Tenancy by the Entirety
Under G.L.c. 184, §7 it was decided in Fuss v. Fuss (No. 2), 373 Mass 445, 368 N.E.2d 276 (1977) that a deed to two persons as tenants by the entirety who were not married to each other would vest them with title as tenants in common. The logic was (i) the law presumes a tenancy in common, (ii) a joint tenancy can be created only with specific language stating that the parties are to hold jointly and (iii) a tenancy by the entirety can be held only as between married persons. The language employed in the deed in Fuss was "tenants by the entirety," and the court concluded that since the parties were unmarried they could not hold that way, and that since the deed did not specifically call for a joint tenancy they could not hold that way. That left tenancy in common as the only option.
However, in 1979, in response to Fuss the legislature amended G.L.c 184, §7 to provide:
A conveyance or devise of land to two persons as tenants by the entirety, who are not married to each other, shall create an estate in joint tenancy and not a tenancy in common.

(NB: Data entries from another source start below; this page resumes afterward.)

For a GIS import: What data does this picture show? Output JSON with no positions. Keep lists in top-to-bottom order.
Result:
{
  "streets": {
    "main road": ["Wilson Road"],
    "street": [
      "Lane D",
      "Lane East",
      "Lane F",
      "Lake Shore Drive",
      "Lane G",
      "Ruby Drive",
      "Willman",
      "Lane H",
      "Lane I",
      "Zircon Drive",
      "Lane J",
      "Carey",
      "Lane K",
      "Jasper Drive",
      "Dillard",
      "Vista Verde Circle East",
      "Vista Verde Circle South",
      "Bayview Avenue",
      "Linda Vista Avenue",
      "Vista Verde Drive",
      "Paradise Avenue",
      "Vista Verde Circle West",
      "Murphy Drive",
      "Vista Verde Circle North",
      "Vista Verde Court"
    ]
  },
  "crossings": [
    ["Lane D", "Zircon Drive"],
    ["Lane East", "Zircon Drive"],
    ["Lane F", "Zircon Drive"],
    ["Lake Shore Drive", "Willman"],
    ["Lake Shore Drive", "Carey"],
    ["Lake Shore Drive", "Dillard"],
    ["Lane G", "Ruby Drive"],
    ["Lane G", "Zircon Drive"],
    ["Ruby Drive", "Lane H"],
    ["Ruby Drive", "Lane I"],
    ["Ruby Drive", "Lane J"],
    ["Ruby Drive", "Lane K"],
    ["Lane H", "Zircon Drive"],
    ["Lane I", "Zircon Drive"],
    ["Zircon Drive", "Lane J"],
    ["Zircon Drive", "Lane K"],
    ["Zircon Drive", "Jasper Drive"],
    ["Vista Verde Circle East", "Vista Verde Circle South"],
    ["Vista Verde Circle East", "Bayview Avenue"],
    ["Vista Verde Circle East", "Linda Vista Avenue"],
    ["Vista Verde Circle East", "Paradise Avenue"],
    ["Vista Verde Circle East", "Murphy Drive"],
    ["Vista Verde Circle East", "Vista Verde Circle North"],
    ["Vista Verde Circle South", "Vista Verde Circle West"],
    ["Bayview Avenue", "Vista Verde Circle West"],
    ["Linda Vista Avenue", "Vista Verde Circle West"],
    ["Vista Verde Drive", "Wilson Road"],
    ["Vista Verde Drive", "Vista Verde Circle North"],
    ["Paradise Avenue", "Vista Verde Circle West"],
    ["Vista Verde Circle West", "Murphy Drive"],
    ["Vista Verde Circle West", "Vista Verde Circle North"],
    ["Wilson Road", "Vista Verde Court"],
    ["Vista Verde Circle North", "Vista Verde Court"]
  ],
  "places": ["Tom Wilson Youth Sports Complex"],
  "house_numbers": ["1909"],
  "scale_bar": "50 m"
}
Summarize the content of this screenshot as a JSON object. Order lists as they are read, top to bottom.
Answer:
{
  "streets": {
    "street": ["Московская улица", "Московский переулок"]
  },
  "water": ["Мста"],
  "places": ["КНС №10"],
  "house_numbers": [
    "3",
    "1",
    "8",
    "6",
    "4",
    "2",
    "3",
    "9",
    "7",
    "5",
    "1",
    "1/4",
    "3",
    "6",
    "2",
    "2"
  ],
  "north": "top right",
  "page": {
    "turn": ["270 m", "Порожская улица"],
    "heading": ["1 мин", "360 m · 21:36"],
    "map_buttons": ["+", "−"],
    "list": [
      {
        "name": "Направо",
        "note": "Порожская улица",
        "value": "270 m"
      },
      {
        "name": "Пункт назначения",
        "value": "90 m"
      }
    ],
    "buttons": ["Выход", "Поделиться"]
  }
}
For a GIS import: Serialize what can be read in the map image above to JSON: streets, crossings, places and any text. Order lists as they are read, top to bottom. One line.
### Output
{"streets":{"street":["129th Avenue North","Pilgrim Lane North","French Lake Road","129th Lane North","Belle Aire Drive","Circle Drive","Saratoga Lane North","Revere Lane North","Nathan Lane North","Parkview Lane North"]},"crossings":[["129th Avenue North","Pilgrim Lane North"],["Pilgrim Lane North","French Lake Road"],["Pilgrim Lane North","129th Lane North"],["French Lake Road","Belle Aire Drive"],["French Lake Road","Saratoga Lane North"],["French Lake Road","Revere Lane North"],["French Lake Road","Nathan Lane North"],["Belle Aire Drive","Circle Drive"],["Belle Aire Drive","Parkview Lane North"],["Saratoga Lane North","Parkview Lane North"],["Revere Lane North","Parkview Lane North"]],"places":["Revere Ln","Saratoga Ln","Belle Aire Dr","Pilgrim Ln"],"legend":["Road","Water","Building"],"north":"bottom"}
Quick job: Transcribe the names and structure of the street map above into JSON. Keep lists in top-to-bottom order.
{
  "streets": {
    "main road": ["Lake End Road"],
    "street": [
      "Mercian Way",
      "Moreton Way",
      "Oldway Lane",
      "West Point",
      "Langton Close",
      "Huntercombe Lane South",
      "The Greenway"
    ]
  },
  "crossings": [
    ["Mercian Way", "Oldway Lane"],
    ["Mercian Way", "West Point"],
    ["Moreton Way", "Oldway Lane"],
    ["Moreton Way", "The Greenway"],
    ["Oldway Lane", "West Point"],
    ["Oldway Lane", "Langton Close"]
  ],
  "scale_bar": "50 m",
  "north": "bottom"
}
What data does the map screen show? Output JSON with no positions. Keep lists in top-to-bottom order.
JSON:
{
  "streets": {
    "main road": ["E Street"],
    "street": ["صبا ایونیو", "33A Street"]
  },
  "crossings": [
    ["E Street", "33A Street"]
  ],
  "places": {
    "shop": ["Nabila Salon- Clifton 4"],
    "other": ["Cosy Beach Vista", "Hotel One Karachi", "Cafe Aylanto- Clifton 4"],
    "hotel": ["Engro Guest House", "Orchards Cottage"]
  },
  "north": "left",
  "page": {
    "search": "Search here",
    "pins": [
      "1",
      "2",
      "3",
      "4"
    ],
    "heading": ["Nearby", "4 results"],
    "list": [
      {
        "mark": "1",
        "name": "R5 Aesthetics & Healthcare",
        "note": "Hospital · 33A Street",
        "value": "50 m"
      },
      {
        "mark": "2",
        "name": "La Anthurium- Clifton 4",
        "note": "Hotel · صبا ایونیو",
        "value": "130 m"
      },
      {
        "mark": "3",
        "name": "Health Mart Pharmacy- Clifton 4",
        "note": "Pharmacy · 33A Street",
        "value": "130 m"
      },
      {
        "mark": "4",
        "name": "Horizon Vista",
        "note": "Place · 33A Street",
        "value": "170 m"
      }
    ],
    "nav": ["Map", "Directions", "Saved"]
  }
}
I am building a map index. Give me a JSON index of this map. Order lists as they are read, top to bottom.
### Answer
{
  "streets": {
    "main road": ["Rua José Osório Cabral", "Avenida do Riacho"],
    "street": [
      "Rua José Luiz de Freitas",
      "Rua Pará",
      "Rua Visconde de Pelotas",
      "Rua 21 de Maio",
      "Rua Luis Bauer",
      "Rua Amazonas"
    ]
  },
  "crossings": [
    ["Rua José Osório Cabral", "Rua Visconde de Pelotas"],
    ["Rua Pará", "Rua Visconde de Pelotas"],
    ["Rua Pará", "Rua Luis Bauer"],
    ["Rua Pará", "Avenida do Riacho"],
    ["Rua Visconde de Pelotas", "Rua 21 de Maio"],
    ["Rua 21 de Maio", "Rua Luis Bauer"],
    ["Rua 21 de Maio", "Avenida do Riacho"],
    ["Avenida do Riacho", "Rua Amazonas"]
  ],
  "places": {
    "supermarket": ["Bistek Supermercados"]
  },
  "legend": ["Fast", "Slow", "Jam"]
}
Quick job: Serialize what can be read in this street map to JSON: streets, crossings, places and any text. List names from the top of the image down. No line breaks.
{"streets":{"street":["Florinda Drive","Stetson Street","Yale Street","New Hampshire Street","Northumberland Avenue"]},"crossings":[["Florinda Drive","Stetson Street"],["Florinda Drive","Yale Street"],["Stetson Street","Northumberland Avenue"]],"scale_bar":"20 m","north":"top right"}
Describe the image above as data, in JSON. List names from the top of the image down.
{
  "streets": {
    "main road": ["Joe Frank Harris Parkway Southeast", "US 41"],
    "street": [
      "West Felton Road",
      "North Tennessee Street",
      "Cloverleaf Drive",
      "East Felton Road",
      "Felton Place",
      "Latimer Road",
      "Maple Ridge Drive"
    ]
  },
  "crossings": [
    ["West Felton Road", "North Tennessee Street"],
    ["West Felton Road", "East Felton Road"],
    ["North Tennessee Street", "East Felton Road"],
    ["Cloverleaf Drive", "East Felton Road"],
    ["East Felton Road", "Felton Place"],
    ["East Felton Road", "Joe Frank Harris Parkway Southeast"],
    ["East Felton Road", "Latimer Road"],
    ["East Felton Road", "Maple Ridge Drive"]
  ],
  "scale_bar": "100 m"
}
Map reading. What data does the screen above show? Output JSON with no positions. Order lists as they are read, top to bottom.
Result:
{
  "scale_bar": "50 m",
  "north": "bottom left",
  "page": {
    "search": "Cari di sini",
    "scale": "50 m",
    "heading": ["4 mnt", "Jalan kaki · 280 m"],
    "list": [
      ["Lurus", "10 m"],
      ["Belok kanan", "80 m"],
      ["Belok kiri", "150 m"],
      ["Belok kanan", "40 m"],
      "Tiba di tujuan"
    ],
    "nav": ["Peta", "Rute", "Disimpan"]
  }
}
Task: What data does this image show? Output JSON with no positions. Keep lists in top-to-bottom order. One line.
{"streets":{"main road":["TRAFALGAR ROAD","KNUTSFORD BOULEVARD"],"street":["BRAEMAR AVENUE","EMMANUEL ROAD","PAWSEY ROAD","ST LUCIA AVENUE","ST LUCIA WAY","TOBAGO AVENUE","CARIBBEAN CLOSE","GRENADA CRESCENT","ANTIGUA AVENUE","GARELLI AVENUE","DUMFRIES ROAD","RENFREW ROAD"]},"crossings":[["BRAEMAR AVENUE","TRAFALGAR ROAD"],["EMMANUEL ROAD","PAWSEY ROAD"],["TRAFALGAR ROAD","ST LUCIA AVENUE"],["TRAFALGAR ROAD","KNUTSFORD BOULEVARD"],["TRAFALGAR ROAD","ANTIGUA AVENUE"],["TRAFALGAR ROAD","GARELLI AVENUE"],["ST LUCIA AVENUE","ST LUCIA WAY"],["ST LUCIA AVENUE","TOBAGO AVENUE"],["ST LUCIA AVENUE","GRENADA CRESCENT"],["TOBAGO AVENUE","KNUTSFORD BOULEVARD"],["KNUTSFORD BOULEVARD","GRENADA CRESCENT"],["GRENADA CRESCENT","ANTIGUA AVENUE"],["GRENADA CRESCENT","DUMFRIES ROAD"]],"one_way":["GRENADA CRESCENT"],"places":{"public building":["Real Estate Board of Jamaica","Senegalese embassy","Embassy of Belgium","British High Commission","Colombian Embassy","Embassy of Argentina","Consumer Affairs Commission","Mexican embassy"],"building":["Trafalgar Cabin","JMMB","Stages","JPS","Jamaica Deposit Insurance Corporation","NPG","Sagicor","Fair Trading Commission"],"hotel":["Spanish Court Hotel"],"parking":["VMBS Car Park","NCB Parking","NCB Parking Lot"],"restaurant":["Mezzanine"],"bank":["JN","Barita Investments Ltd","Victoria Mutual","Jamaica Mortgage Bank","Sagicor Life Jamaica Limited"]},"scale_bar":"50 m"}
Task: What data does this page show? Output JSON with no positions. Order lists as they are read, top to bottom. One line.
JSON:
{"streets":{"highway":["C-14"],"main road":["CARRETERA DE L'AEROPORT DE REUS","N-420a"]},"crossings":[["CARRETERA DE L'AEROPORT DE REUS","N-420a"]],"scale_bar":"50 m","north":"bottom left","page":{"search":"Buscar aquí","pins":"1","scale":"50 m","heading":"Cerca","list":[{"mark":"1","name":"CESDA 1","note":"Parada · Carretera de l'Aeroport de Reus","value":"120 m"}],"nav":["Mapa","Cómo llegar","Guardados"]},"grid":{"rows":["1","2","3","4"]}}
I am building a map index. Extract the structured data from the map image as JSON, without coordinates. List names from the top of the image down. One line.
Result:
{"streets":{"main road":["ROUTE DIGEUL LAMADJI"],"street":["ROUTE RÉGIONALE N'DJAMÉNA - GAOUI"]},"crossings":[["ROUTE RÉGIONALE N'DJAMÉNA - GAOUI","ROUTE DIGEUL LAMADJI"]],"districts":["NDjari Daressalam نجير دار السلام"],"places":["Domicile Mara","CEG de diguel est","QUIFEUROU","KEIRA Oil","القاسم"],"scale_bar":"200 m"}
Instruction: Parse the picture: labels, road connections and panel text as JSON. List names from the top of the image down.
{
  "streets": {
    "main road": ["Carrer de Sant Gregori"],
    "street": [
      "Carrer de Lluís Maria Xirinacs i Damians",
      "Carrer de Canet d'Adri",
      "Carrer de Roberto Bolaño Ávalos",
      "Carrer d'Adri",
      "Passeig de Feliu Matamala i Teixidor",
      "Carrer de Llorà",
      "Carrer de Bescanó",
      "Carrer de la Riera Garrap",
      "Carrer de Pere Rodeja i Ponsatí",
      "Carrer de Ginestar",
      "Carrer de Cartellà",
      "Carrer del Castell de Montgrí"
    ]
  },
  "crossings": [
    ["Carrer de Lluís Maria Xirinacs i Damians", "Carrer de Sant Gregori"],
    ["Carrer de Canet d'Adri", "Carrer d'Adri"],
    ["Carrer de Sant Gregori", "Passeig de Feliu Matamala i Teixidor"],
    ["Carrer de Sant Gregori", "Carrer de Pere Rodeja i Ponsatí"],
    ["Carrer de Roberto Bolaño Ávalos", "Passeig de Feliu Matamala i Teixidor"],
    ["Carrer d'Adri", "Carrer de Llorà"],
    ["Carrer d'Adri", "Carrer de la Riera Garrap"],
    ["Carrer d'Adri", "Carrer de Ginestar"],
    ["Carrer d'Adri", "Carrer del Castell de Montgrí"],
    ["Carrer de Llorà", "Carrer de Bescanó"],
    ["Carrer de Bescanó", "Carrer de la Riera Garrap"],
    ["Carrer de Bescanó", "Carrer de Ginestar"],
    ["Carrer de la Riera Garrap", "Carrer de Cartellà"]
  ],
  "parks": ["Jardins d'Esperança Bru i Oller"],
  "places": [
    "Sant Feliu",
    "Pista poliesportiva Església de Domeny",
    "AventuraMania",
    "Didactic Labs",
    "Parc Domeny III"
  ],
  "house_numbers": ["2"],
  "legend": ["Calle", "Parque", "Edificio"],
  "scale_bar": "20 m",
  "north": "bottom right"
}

The foregoing amendment, by its terms, applies only to conveyances and devises made after its effective date.
1 In Morris v. McCarty, 158 Mass. 11, 32 N.E. 938 (1893) a deed ran to two unmarried persons as "tenants by the entirety and not as tenants in common." The court stated that since the parties could not hold as tenants by the entirety, and since the deed excluded the possibility of title being held as tenants in common, the only remaining option, a joint tenancy, would arise.